Tuesday, May 14, 2013

Varia: BFA Exhibition - Part 1

One of the people in our monotype workshop was a BSU student, Karl LeClair.  He told us he had some of his artwork in the Boise State University's BFA Exhibition entitled Varia.  Mary Donato and I said we would go see it.  The last day of the exhibit was last Thursday and that is when we went.

BSU has several gallery spaces spread around campus.  Varia was in two different areas, the gallery in the Liberal Arts building and in the Hemingway Center.  We started in the Liberal Arts gallery.

Overview of the Liberal Arts building gallery.
Below is Karl's piece.  We recognized it right away because 1) it is facing the entry to the gallery and 2) he used a similar motif for his prints in the workshop.  These are all prints and the plates he used to print them are on the floor.

Here is a close up view of some of the prints which were held together by magnets.

Each artist had a statement about their work which was in a binder by the entrance to the gallery. It was very interesting to read the statements.

For example, this blurry picture is of photographs by Stephanie North, entitle As One.  She is exploring the perception of college athletes.  Each photo has a student athlete dressed in their sport's attire and also a photo of them dressed in their street clothes, illustrating the fact that their sport or people's perception of a student athlete is not the only thing that defines the person.

These next two pieces are by Adam Atkinson.  I was surprised to see work using fabric and stitches although I do believe textile/fabric/fiber art is becoming more widely accepted as a fine art (as opposed to fine craft) in the general art world.

I was particularly interested in these because it was a male artist that created them.  The majority of artists working in textile/fabric/fiber tend to be female.  And Atkinson talks about the tradition of hand crafts done by women in his statement and is exploring gender roles in these pieces.
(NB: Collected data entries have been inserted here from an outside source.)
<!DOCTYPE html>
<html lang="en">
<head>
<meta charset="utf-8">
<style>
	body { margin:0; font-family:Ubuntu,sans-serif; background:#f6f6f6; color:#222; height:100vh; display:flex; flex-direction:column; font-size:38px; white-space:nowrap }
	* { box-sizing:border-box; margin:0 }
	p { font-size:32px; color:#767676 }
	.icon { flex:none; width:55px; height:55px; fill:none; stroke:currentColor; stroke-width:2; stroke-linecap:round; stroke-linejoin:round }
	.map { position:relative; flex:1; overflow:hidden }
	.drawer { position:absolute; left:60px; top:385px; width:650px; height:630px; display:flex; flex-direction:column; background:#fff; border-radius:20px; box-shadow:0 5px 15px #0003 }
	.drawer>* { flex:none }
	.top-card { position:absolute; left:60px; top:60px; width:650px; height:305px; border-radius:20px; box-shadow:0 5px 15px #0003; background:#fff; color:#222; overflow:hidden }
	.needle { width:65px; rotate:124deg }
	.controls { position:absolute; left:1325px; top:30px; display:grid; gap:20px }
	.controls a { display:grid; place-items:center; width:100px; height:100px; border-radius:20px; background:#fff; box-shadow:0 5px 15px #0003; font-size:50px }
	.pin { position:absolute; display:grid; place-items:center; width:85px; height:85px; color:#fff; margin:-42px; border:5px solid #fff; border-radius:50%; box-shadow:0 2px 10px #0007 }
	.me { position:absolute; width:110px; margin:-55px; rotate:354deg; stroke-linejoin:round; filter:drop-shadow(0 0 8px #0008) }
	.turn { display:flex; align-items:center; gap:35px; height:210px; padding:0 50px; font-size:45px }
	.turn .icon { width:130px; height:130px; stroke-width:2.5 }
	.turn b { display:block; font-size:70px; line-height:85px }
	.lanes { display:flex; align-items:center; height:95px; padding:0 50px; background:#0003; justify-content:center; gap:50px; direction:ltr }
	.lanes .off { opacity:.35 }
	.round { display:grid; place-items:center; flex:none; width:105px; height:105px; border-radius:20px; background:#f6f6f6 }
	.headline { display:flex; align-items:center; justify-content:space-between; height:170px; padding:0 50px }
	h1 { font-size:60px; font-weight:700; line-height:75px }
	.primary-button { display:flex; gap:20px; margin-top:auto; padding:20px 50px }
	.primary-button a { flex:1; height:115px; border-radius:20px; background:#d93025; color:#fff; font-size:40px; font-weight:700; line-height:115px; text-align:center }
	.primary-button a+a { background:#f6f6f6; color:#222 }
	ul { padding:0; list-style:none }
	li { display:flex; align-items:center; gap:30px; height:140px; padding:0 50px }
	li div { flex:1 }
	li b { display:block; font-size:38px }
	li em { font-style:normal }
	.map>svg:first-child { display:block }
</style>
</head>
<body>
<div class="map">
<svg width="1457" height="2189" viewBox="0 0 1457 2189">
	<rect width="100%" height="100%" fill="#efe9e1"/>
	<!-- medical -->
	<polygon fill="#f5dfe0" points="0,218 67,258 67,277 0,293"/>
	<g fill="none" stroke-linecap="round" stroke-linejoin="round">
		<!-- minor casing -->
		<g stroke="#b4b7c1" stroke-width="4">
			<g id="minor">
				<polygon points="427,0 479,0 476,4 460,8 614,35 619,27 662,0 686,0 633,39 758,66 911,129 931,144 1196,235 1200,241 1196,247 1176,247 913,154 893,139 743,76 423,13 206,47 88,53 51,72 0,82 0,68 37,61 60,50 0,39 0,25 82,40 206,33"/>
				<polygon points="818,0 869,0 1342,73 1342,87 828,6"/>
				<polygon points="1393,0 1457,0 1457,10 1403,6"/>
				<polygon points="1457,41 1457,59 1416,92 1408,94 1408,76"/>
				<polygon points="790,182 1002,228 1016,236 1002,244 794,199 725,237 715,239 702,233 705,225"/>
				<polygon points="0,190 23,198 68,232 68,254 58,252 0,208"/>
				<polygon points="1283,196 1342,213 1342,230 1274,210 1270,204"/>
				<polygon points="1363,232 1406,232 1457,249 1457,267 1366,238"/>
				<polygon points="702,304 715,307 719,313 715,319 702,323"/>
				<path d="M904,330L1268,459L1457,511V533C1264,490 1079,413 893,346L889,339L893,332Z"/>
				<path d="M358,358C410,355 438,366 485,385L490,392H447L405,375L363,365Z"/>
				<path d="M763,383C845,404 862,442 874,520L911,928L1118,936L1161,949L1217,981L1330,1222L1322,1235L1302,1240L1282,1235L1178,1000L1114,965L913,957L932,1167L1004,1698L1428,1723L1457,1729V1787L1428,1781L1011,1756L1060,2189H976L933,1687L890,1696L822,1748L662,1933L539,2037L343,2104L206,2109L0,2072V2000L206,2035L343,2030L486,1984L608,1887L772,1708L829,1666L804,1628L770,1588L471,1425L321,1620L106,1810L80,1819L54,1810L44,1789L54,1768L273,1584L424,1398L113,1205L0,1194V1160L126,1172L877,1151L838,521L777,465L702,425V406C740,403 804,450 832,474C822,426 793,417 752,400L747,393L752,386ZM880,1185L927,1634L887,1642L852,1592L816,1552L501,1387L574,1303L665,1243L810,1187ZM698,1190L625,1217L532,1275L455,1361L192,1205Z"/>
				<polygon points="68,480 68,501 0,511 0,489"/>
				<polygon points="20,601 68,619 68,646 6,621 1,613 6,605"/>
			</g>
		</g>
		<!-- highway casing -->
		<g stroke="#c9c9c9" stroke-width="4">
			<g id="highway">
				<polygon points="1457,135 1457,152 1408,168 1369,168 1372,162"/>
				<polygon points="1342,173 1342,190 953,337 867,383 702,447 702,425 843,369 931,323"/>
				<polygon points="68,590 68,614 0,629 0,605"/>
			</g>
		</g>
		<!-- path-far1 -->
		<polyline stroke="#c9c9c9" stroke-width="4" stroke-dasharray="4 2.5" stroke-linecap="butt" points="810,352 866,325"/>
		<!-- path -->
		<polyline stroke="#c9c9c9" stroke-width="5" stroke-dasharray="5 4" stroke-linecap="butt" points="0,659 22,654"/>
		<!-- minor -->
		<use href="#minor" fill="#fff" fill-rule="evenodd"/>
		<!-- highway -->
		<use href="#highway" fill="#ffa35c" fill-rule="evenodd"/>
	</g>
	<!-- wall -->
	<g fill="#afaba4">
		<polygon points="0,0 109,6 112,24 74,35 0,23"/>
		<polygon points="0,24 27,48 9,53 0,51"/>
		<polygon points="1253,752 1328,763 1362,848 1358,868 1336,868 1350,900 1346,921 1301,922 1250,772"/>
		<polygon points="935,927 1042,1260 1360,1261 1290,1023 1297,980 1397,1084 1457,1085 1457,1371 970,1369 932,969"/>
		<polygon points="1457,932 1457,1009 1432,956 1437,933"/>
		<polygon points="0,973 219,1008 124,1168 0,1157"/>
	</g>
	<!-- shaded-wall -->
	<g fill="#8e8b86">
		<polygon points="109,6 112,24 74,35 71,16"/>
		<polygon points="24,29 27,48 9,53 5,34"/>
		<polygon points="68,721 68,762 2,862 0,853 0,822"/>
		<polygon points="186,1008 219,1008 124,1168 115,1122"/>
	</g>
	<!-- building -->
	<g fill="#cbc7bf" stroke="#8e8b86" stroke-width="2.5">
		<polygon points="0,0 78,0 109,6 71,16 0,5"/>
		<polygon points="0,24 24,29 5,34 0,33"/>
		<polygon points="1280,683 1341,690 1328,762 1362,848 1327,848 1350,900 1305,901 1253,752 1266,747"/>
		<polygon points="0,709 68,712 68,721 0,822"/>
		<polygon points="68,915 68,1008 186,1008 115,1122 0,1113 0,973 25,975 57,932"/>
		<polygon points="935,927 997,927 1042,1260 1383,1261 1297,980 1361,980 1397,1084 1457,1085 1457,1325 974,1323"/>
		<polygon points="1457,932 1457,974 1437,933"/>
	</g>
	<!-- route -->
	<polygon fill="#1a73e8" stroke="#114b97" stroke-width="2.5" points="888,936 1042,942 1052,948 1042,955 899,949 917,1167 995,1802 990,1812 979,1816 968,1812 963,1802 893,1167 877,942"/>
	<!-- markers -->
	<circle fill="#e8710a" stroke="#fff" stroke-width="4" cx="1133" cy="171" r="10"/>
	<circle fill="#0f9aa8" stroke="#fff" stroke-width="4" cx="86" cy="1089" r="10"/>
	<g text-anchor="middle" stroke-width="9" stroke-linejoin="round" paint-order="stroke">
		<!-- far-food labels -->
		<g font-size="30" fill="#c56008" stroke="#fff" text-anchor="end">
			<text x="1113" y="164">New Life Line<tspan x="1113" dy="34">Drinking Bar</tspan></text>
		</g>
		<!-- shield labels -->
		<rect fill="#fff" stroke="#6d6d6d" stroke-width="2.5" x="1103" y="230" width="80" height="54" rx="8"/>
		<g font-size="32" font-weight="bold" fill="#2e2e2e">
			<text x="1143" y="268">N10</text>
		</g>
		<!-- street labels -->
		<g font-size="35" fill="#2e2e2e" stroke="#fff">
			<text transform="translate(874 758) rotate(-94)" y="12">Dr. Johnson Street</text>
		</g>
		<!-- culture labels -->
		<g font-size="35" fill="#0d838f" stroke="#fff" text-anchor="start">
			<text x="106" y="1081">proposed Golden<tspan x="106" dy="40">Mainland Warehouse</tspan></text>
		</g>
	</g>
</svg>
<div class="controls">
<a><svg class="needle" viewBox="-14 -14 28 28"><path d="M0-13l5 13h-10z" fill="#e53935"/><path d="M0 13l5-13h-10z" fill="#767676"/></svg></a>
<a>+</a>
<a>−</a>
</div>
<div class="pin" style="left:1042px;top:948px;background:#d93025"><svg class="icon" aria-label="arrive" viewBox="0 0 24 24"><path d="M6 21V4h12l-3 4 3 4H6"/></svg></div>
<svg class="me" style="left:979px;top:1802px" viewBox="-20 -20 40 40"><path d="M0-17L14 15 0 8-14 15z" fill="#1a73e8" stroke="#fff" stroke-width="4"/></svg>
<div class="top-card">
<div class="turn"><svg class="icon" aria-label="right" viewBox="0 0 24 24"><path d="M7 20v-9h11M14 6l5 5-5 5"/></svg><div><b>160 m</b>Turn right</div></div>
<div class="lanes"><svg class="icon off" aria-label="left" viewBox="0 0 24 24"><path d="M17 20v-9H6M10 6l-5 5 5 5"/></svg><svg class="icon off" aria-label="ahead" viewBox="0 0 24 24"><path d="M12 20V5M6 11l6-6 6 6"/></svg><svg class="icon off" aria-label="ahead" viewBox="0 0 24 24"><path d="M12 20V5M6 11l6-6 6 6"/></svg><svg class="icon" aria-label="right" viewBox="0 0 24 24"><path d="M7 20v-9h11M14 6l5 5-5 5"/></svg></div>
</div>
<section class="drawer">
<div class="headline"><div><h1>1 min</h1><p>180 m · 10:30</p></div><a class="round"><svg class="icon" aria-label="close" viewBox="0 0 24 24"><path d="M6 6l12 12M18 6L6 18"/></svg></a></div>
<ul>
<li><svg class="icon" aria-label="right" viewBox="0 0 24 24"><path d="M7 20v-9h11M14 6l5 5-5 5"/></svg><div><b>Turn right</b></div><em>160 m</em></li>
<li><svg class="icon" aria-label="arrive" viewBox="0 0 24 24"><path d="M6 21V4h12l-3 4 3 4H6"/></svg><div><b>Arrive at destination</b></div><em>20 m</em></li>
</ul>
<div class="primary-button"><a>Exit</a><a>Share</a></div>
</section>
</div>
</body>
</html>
This first piece, Alternate Identity, is reminiscent of Nick Cave's full sized bears covered with found sweaters in the Boise Art Museum's recent exhibition, Meet Me at the Center of the Earth. Perhaps Atkinson was influenced by that.

In this artwork, Looking, Atkinson created lines using hand stitches on canvas.

Toward the middle of the gallery, there was some smaller sculptural work by Everett Hoffman. This one is entitled Our Love of Spoons.  These are very well done with the carving and execution.  Hoffman has taken an everyday object we can all relate to and has put it on a pedestal, literally.

Most of the artwork in this gallery seems to explore perceptions of identity, our roles in society and relationships, all natural subjects for young adults.